At their meeting on Tuesday, Pasco commissioners talked serious turkey once again about placing a Penny for Pasco proposal on the ballot in November 2002.

But before the election day referendum, commissioners want county employees to pave the way for passage by building support among Pasco's traditionally tax-shy population.

Commissioners directed County Administrator John Gallagher to advertise a series of public brainstorming sessions over the next couple months.

They want to learn what voters would like to buy with the extra cent. Spending possibilities include roads, fire stations, parks, bicycle trails, schools and libraries.

Such sessions will help county officials promote the tax as if they were involved in a political campaign, Commissioner Ann Hildebrand said.

"Look at it as an investment for the county," Hildebrand said.

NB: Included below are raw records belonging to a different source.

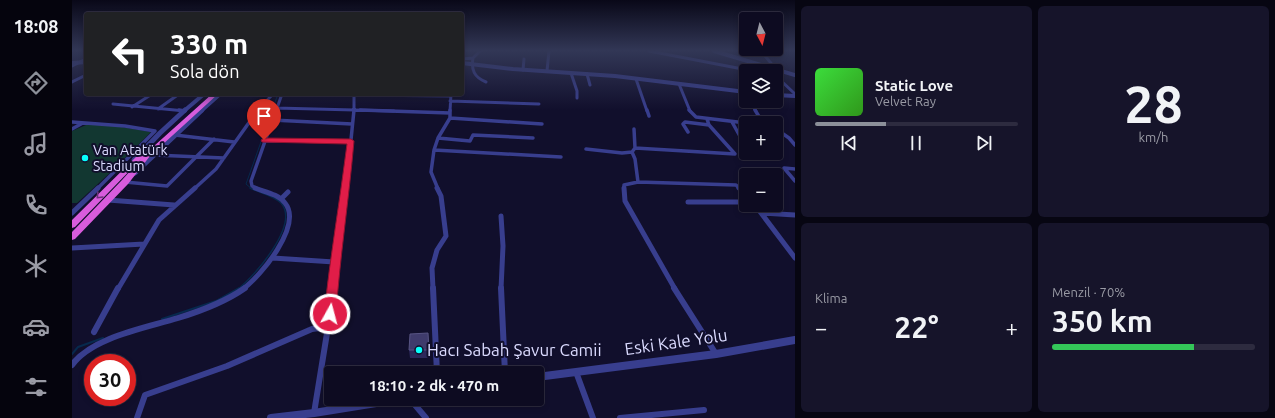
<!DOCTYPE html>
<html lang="tr">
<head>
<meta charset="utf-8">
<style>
	:root { --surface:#0d0b21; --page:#16142a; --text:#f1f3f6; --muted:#9a9ba5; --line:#2d2b3f; --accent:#8c9099 }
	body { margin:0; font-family:Ubuntu,sans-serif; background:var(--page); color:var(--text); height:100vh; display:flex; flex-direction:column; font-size:15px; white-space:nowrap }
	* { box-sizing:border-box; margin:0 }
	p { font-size:13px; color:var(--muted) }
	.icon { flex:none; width:22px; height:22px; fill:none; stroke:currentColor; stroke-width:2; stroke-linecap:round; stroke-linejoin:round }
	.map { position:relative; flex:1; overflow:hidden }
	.sheet { display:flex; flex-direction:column; gap:6px; padding:6px; background:#070612; width:480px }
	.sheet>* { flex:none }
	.banner { position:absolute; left:12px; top:12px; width:380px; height:84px; border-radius:4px; box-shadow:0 2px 6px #0003,0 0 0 1px var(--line); background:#202124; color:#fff; overflow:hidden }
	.needle { width:26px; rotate:173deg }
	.fabs { position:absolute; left:667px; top:12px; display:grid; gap:8px }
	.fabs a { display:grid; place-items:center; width:44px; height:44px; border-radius:4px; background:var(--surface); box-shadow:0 2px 6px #0003,0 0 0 1px var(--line); font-size:20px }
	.speed { position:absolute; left:12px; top:354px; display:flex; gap:8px; font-size:20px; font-weight:700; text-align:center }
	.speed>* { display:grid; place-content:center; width:52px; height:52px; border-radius:50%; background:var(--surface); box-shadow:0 2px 6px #0003,0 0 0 1px var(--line); line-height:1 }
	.speed .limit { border:6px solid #d22; background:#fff; color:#111 }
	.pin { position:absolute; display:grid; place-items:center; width:34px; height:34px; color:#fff; margin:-41px -17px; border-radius:50% 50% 50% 0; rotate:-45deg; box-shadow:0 0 4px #0007 }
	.pin .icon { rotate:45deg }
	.me { position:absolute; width:44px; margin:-22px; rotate:7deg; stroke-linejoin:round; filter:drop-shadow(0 0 3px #0008) }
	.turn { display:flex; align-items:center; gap:14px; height:84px; padding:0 20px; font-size:18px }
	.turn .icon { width:52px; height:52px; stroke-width:2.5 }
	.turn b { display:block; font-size:28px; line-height:34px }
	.big { font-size:30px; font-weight:700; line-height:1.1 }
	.sheet .widget { flex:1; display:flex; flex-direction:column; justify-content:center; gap:6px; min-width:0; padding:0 14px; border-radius:6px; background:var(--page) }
	.sheet .dial { align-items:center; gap:0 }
	.dial b { font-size:52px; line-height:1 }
	.song { display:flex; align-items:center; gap:12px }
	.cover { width:48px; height:48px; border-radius:6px; background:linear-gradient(135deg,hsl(120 70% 55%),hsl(110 70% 35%)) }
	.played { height:4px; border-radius:2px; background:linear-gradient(90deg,var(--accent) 35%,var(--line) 35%) }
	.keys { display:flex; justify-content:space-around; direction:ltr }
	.heat { display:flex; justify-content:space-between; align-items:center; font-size:22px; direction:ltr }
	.charge { height:6px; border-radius:3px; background:linear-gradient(90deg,#34c759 70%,var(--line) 0) }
	.sheet .tiles { flex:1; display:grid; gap:6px; grid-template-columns:repeat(2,1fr) }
	.trip { position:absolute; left:252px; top:366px; width:220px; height:40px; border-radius:4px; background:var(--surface); box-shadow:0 2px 6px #0003,0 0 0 1px var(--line); font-weight:700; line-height:40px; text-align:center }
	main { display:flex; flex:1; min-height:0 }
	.menu { display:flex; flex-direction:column; width:72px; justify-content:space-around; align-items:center; background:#05040d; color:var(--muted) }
	.menu .icon { width:28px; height:28px }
	.menu .on { color:var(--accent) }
	.menu b { font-size:18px; color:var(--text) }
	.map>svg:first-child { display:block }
	.green { fill:#123731 }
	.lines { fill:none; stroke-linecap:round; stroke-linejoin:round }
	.stream-far2 { stroke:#07294d; stroke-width:1 }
	.stream-far1 { stroke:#07294d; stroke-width:1.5 }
	.stream { stroke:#07294d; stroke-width:2 }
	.minor-far3 { stroke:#383e8e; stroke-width:3 }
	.minor-far2 { stroke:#383e8e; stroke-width:3.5 }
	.minor-far1 { stroke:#383e8e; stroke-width:5 }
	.minor { stroke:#383e8e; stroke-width:6 }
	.tertiary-far2 { stroke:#383e8e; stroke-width:4 }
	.tertiary-far1 { stroke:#383e8e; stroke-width:5 }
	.tertiary { stroke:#383e8e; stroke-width:8 }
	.trunk { fill:#d85cdc; fill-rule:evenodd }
	.wall { fill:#2c285a }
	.building { fill:#3f3b6c; stroke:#575483 }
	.oneway { stroke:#6b327b }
	.route { fill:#e11d48; stroke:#92132f }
	.poi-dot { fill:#07fffb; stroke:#110f2c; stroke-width:1.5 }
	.labels { text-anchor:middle; stroke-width:4; stroke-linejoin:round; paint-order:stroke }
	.poi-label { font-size:14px; fill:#dbdbff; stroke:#110f2c; text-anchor:start }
	.near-street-label { font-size:17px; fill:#dbdbff; stroke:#110f2c }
	.near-poi-label { font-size:17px; fill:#dbdbff; stroke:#110f2c; text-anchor:start }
</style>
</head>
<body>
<main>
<nav class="menu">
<b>18:08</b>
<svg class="icon on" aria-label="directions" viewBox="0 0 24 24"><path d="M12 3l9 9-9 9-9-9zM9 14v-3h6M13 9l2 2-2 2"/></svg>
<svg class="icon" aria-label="music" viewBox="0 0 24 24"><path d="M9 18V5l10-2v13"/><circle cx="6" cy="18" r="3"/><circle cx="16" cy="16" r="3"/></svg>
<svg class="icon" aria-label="phone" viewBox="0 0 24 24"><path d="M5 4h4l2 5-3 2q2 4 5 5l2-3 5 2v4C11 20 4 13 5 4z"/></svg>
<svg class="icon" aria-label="climate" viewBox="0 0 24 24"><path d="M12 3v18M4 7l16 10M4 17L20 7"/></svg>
<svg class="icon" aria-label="car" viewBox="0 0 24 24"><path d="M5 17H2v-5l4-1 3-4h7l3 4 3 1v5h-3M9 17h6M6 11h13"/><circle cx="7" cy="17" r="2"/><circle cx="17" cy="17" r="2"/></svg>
<svg class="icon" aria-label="filters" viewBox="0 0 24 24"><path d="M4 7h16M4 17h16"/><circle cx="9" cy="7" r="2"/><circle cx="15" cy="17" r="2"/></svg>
</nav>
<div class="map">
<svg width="723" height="418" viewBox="0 0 723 418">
	<rect width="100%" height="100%" fill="#110f2c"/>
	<path class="green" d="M14 125H38L79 132 40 171 5 203H0V131Z"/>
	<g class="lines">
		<path class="stream-far2" d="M180 189 174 184 206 94"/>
		<path class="stream-far1" d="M166 289C183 276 228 224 209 203 201 195 188 193 178 188"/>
		<path class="stream" d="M90 319 144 301 167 288
			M0 354 6 347 31 338"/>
		<path class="minor-far3" d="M408 51 401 58C399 70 402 77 414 82
			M577 51 681 71
			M689 51 707 73 704 75
			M390 62V59L401 58
			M0 66 14 59
			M451 70 452 59
			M475 71 477 51
			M499 73 505 91V98
			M515 74 518 85
			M704 76 723 94
			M564 79 575 111
			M0 82 14 75
			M607 84 618 111
			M282 95 379 96
			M378 101 467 104
			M677 101 684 111
			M41 104 113 111
			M60 107 80 94
			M204 108 322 111
			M86 109 107 94
			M185 111 201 94
			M204 111 210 94
			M282 111V94
			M378 111 379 94"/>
		<path class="minor-far2" d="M107 110 113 111
			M288 110 378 113
			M575 110 577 116
			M617 110 624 117 674 123
			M683 110 691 123
			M378 118 470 124
			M200 120 280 124
			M0 122 53 126 83 131 25 189
			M660 122 674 147
			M0 129 9 124
			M704 129 717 138 723 145
			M616 132 611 124 613 122 637 125
			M103 135 162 142
			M366 138 398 141 401 135 461 138
			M193 141H279
			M563 148 663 154 637 125 635 119
			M514 149 550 153 560 152 563 148 562 129
			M362 150 489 157
			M560 152 563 159 566 182
			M82 155 152 158
			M723 169 712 168 723 181
			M53 182 95 186 142 139
			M122 189 144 169 186 110
			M186 189 180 186 179 181 204 110
			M274 189 282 110
			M366 189 359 172 362 150 366 138 378 118V110
			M552 189V185L566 182 664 185 668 189"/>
		<path class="minor-far1" d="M552 188 553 201 603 289
			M667 188 674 195
			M209 199 216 192
			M36 200 102 205
			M616 202H674
			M683 205 723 258
			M0 213 26 188
			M689 213 723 215
			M429 216 431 246 429 289
			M0 248 72 244
			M201 258 262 262
			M46 289 87 220 123 188
			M171 289C189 276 231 225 213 203 206 194 193 192 183 188
			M260 289 262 262 274 188
			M361 289 360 268 365 250 374 236 369 196 365 188"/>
		<path class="minor" d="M361 288 365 373
			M429 288 433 373
			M602 288 644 354
			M22 332 46 288
			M0 365C20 337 74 328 106 318 129 311 153 302 173 288
			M504 372 521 418
			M338 399 354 418
			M242 413 256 327 260 288
			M65 418 73 395 155 366 240 329 256 327
			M548 418 632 410"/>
		<path class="tertiary-far2" d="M642 51 723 75
			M0 63 14 62
			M390 63 441 69 543 76 674 92
			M704 95 723 96
			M112 111 132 94
			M129 111 148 94"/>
		<path class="tertiary-far1" d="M62 160 88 133 113 110
			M63 173 130 110"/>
		<path class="tertiary" d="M465 377 644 354 723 340
			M199 418 242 413 329 399"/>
		<path class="trunk" d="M140 94H146L78 156 56 184 3 239 0 240V232L50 180 69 159 3 227 0 228V220L67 154 69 153 72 155Z"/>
	</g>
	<path class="wall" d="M356 333 357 358H338L337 350Z"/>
	<path class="building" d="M356 333 357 350H337L338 334Z"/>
	<defs><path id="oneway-chevron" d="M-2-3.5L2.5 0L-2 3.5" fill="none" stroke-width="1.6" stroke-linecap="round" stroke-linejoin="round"/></defs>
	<use class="oneway" href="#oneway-chevron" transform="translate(27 196) rotate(134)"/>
	<linearGradient id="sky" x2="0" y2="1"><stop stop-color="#090818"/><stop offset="0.46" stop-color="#323756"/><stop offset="1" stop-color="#323756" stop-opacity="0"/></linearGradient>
	<rect width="723" height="110" fill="url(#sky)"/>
	<path class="route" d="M192 138 279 139 282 141C277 199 268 256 264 314L262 317 258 319 254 317 252 314C258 257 268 200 275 144L190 142 189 140Z"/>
	<g class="poi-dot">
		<circle cx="13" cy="158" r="4"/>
		<circle cx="347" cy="350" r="4"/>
	</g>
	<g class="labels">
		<g class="poi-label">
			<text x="21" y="155">Van Atatürk<tspan x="21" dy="16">Stadium</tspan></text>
		</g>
		<g class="near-street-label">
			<text transform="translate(604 342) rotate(-8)" y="6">Eski Kale Yolu</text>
		</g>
		<g class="near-poi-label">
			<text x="355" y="356">Hacı Sabah Şavur Camii</text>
		</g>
	</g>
</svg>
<div class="fabs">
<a><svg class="needle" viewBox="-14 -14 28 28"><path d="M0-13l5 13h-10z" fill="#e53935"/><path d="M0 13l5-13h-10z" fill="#9a9ba5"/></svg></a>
<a><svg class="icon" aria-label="layers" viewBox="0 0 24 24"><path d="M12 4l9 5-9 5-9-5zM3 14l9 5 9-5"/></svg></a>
<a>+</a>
<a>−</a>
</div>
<div class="speed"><div class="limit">30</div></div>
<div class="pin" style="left:192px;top:140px;background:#d93025"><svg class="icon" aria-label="arrive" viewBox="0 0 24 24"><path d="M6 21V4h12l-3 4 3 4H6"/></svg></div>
<svg class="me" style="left:258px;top:314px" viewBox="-20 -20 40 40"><circle r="17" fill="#e11d48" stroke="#fff" stroke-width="3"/><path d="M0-11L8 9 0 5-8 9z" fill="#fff"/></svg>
<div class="trip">18:10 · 2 dk · 470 m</div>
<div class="banner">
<div class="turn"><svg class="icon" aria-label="left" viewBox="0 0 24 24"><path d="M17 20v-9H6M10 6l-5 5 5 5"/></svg><div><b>330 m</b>Sola dön</div></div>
</div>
</div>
<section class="sheet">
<div class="tiles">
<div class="widget">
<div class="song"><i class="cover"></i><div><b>Static Love</b><p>Velvet Ray</p></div></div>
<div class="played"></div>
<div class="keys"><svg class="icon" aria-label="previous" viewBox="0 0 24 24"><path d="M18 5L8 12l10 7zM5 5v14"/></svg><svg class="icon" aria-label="pause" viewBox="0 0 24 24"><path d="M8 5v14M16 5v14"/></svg><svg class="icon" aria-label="next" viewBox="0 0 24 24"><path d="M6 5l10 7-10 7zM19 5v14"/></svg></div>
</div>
<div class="widget dial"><b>28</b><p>km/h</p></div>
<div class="widget"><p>Klima</p>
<div class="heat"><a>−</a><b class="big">22°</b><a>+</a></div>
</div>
<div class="widget"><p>Menzil · 70%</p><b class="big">350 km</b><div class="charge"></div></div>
</div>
</section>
</main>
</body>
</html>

The two most recent tax increase proposals on the ballot -- a 1-cent sales tax for school construction in 1995 and a property tax hike for the Sheriff's Office in 1998 -- were resoundingly rejected.

Gallagher said the 1995 referendum failed because it focused too narrowly on schools. It turned off thousands of voters, many of them seniors, who foresaw no benefits from new schools.

Gallagher proposes offering something for everyone in an updated version of the sale tax. "We're going to make it real broad based," he said.

But Commissioner Pat Mulieri predicted strong opposition even to a more carefully crafted tax proposal. She suggested phasing out the 1-cent tax once the county paid for urgently needed projects.

"It might be a hard sell," Mulieri told her colleagues.

One way to sell the tax, Commissioner Peter Altman said, was simply to avoid using the word tax. A better choice would be something along the lines of "capital needs assessment," Altman said.

Other discussion at Tuesday's commissioners meeting dealt with the region's drought-inflicted water crisis.

In a suggestion that seemed to surprise his colleagues, Altman proposed temporarily diverting water from the Pithlachascotee and Anclote rivers to help replenish groundwater.

The suggestion came a week after engineers with the Southwest Florida Water Management District pitched a similar plan called the Pithlachascotee-Anclote Conservation Effort.

Swiftmud's project would involve lowering banks to encourage rivers to flood sooner during rainy periods. But Swiftmud wouldn't green light the project until it completed engineering and environmental studies costing at least $300,000.

Altman, however, pushed to begin a small-scale version of the Swiftmud project to take advantage of the coming summer rains.

"If this is really an emergency, can we take some emergency measures?" Altman said.

The idea of tapping the river arose later in the meeting as commissioners discussed the utility department's inability to produce enough reclaimed water to supply the lawn irrigation needs of new subdivisions.

Altman wondered whether utilities chief Doug Bramlett could suction water from the rivers for irrigation. Bramlett's answer: If the state would approve such a measure, you'd have to treat the water before spraying it on lawns.